* **What the task requires**: Within the listing below, tally the lines where the word "lists" appears, and answer with nothing but the tally.

Data for processing Start Marker

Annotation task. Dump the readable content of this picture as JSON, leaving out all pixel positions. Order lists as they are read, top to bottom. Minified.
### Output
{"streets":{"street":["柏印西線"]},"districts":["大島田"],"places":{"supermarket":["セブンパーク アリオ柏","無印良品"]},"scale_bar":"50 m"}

Data for processing End Marker
Data for processing Start Marker

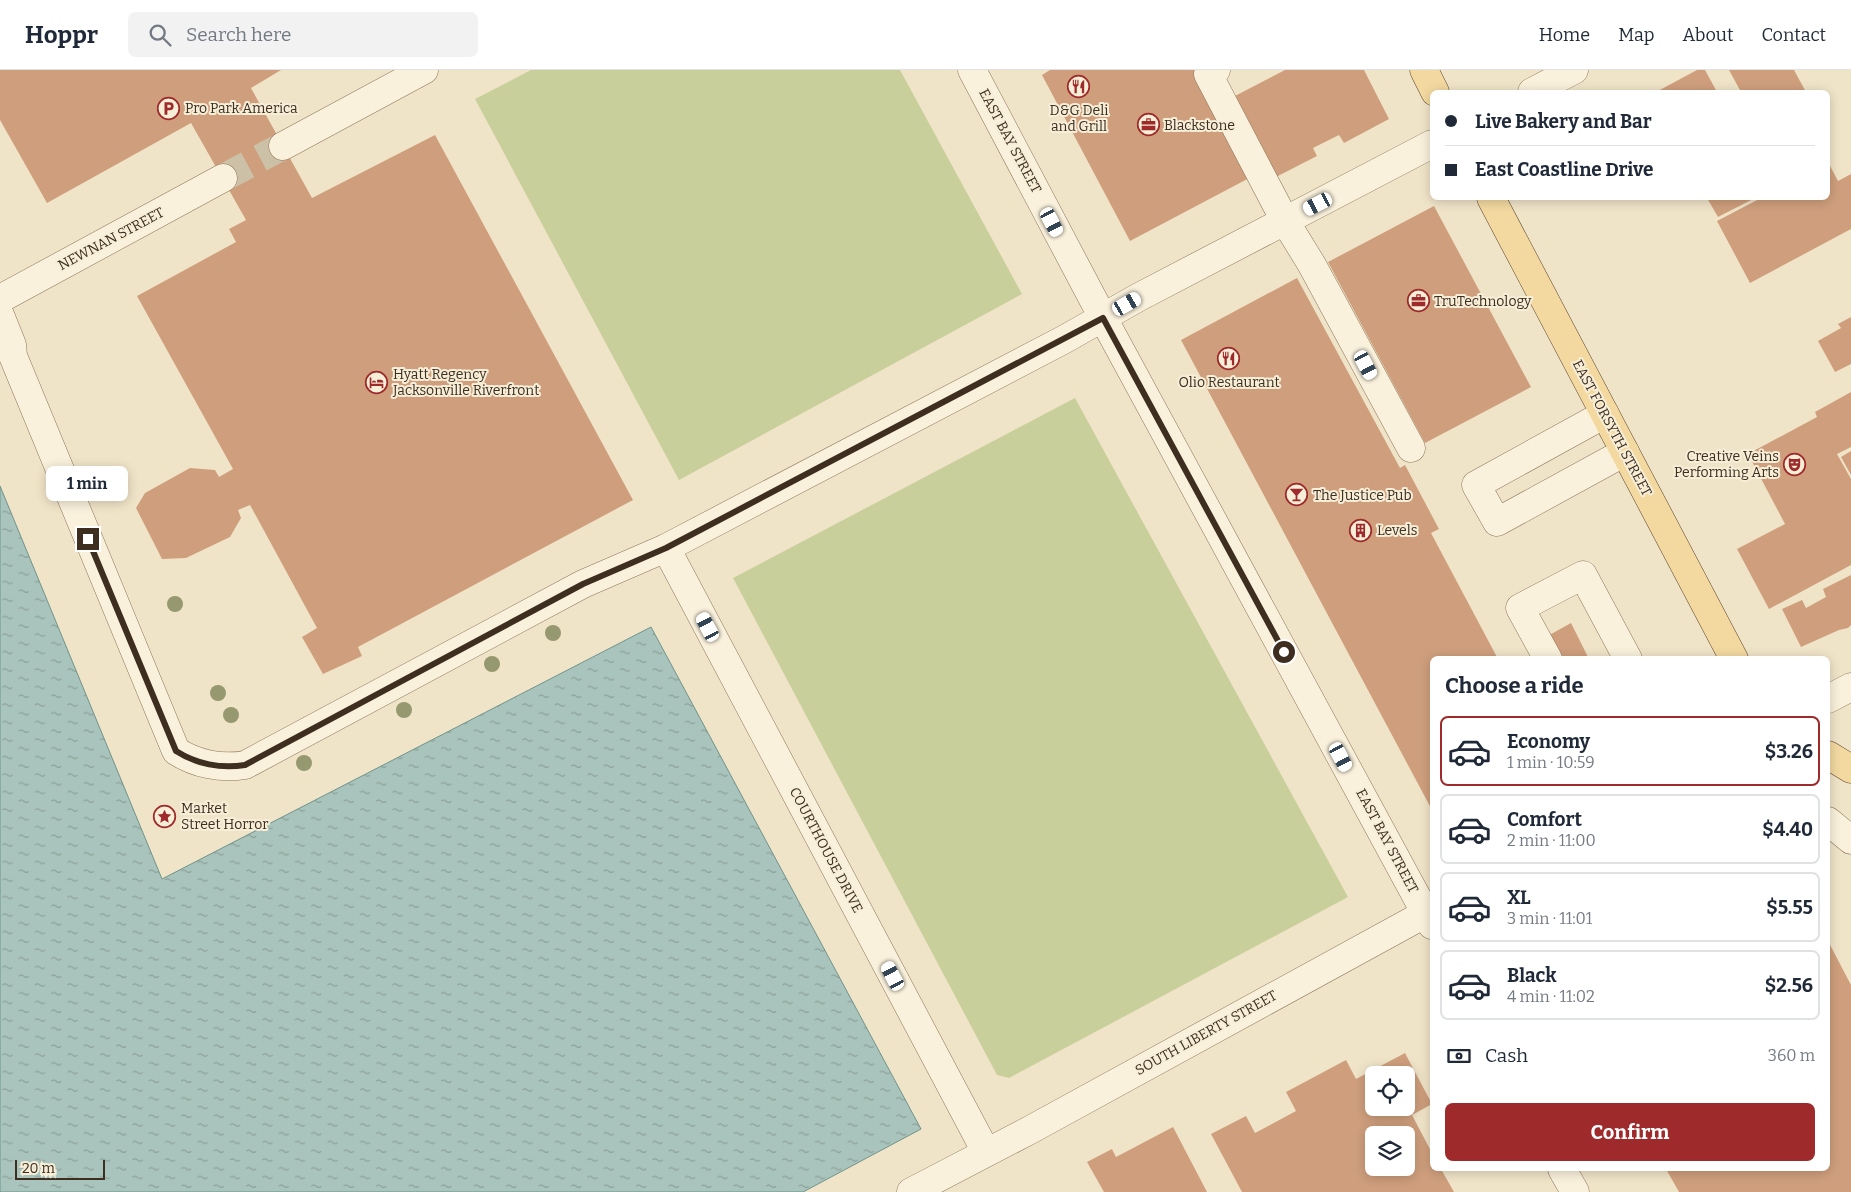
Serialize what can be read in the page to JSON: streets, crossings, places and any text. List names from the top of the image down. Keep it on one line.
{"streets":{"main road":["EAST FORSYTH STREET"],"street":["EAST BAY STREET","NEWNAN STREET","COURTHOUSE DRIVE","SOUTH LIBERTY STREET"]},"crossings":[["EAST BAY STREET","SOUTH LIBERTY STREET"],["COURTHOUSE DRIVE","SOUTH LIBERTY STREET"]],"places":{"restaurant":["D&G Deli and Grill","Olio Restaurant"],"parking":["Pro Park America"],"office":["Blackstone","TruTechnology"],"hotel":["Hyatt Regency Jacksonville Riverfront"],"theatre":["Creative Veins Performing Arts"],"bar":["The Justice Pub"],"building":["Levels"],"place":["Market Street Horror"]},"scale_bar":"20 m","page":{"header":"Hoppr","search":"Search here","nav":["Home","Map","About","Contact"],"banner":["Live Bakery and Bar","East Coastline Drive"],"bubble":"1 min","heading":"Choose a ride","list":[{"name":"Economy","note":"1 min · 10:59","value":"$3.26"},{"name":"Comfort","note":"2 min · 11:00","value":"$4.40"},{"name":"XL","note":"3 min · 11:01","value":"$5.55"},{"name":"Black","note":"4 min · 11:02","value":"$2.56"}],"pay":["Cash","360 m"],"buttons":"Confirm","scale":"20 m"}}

Data for processing End Marker
Data for processing Start Marker

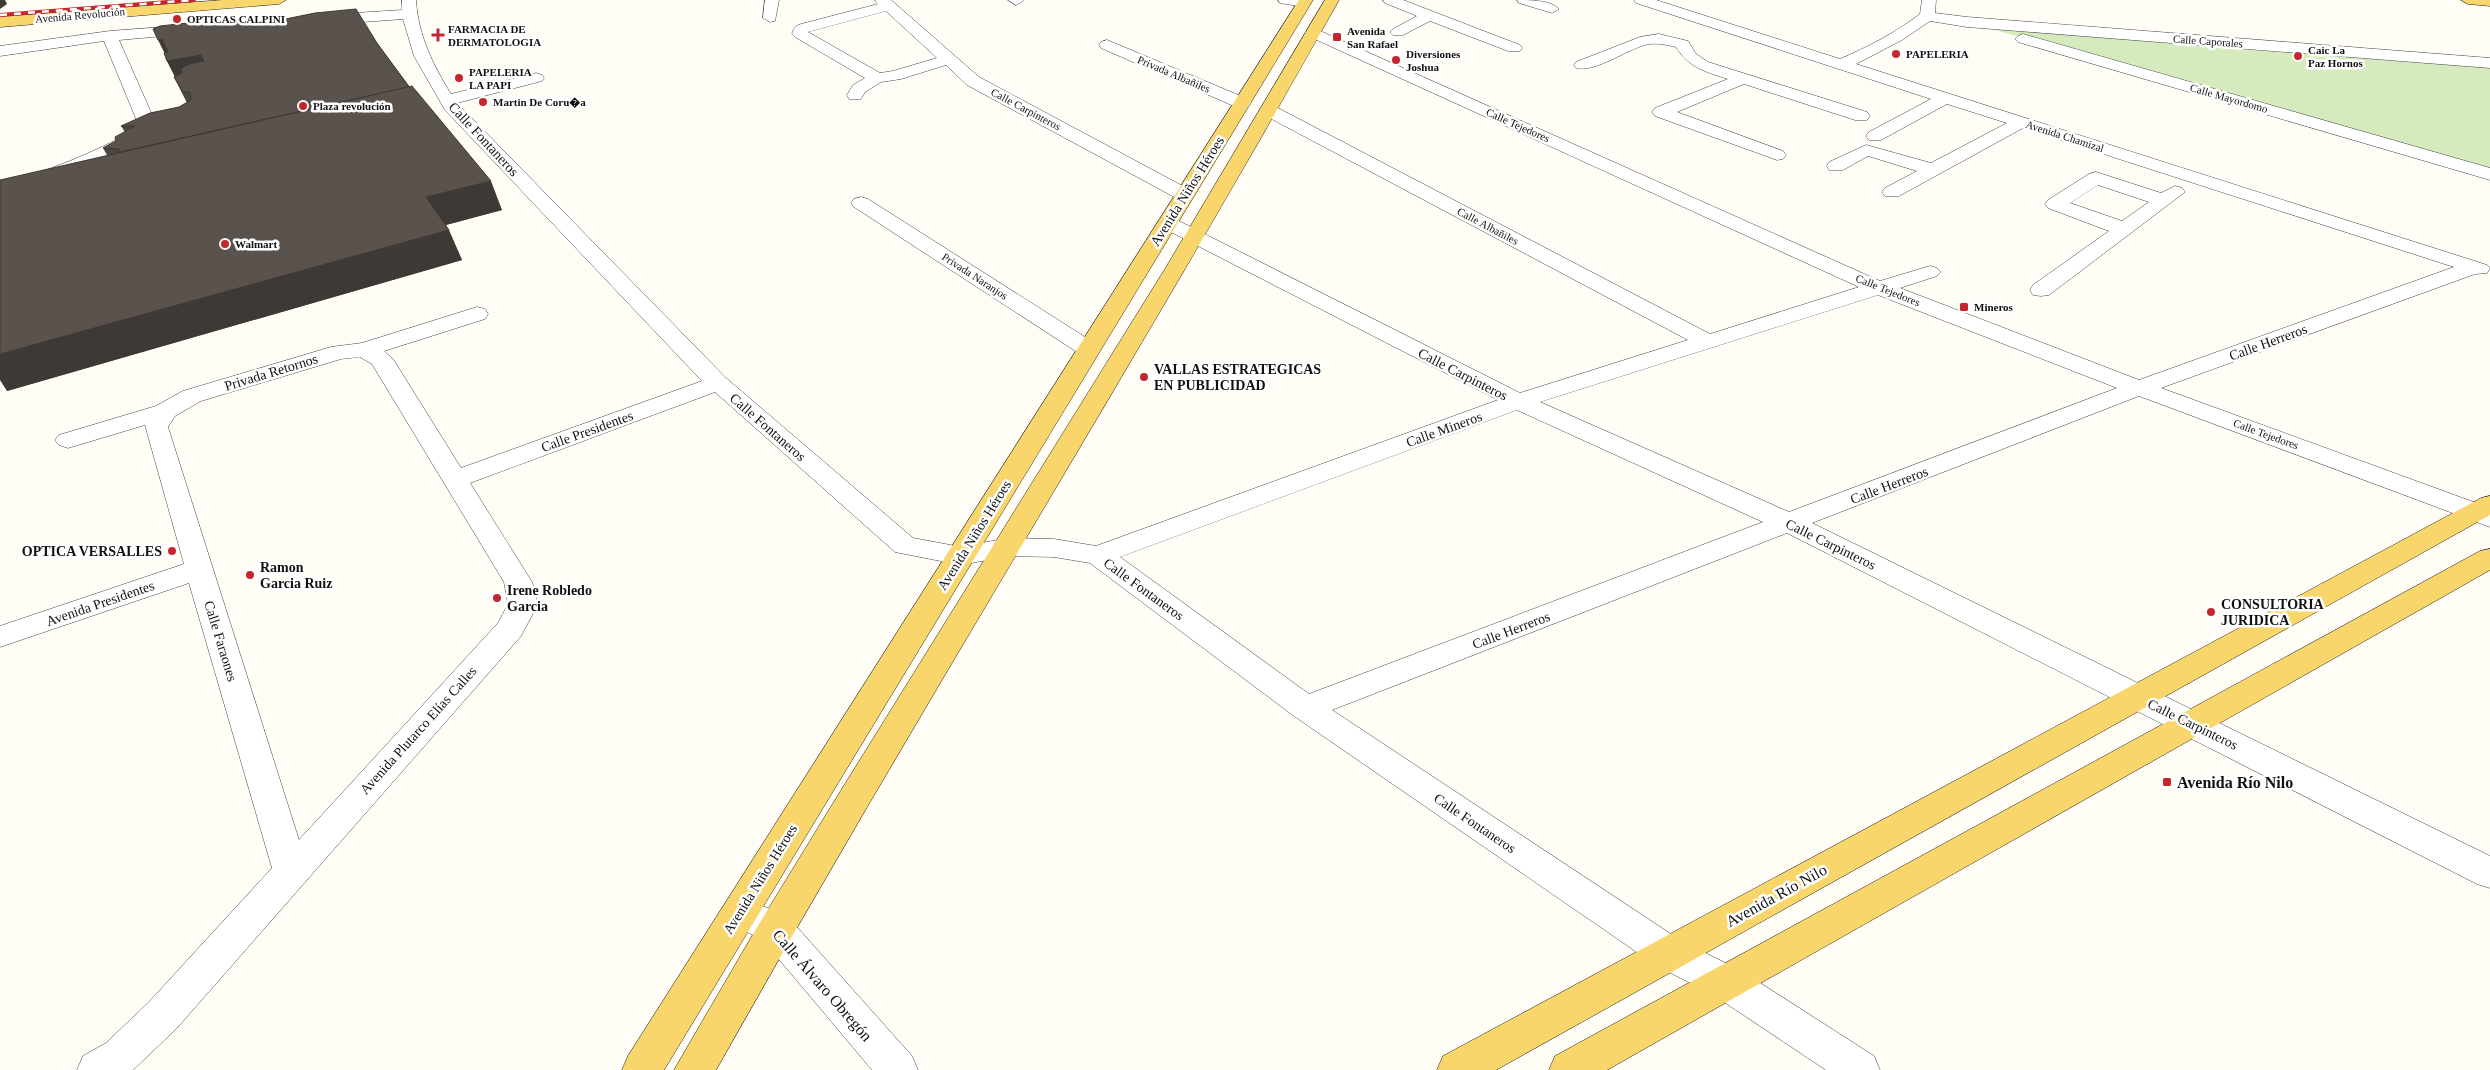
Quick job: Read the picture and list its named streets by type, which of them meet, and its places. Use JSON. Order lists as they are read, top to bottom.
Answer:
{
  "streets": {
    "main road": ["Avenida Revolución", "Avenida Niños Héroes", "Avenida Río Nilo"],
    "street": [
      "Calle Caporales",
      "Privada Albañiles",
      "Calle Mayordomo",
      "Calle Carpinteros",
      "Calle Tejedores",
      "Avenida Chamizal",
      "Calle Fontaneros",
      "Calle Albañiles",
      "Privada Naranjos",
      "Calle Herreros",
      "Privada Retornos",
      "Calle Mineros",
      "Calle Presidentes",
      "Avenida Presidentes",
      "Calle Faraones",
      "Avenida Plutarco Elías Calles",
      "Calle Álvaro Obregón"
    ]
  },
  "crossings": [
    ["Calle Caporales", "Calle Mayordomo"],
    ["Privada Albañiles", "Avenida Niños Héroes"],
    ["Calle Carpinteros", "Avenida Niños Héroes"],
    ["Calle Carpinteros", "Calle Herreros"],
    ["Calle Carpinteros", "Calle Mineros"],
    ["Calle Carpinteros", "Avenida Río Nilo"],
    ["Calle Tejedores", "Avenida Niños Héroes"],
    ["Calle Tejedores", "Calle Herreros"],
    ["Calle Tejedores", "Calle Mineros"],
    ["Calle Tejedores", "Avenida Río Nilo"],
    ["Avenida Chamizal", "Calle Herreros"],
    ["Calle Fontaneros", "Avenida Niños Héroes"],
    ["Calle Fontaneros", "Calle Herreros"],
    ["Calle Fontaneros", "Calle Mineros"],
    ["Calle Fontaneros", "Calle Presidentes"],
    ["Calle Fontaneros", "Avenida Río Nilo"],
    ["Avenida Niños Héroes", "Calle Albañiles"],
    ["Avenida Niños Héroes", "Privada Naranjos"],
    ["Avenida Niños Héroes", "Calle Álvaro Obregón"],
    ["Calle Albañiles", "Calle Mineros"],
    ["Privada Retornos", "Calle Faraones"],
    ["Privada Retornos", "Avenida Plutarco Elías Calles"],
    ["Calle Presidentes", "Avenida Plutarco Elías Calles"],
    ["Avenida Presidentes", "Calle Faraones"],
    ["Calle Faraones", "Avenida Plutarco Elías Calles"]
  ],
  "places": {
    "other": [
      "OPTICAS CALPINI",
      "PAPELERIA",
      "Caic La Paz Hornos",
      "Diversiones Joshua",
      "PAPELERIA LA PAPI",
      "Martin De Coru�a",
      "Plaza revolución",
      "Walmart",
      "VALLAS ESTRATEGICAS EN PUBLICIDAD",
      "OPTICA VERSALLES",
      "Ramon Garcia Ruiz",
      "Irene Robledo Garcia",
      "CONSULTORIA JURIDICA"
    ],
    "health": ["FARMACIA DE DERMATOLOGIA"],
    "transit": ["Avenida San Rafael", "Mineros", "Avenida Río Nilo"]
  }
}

Data for processing End Marker

* **Problem solution**: 2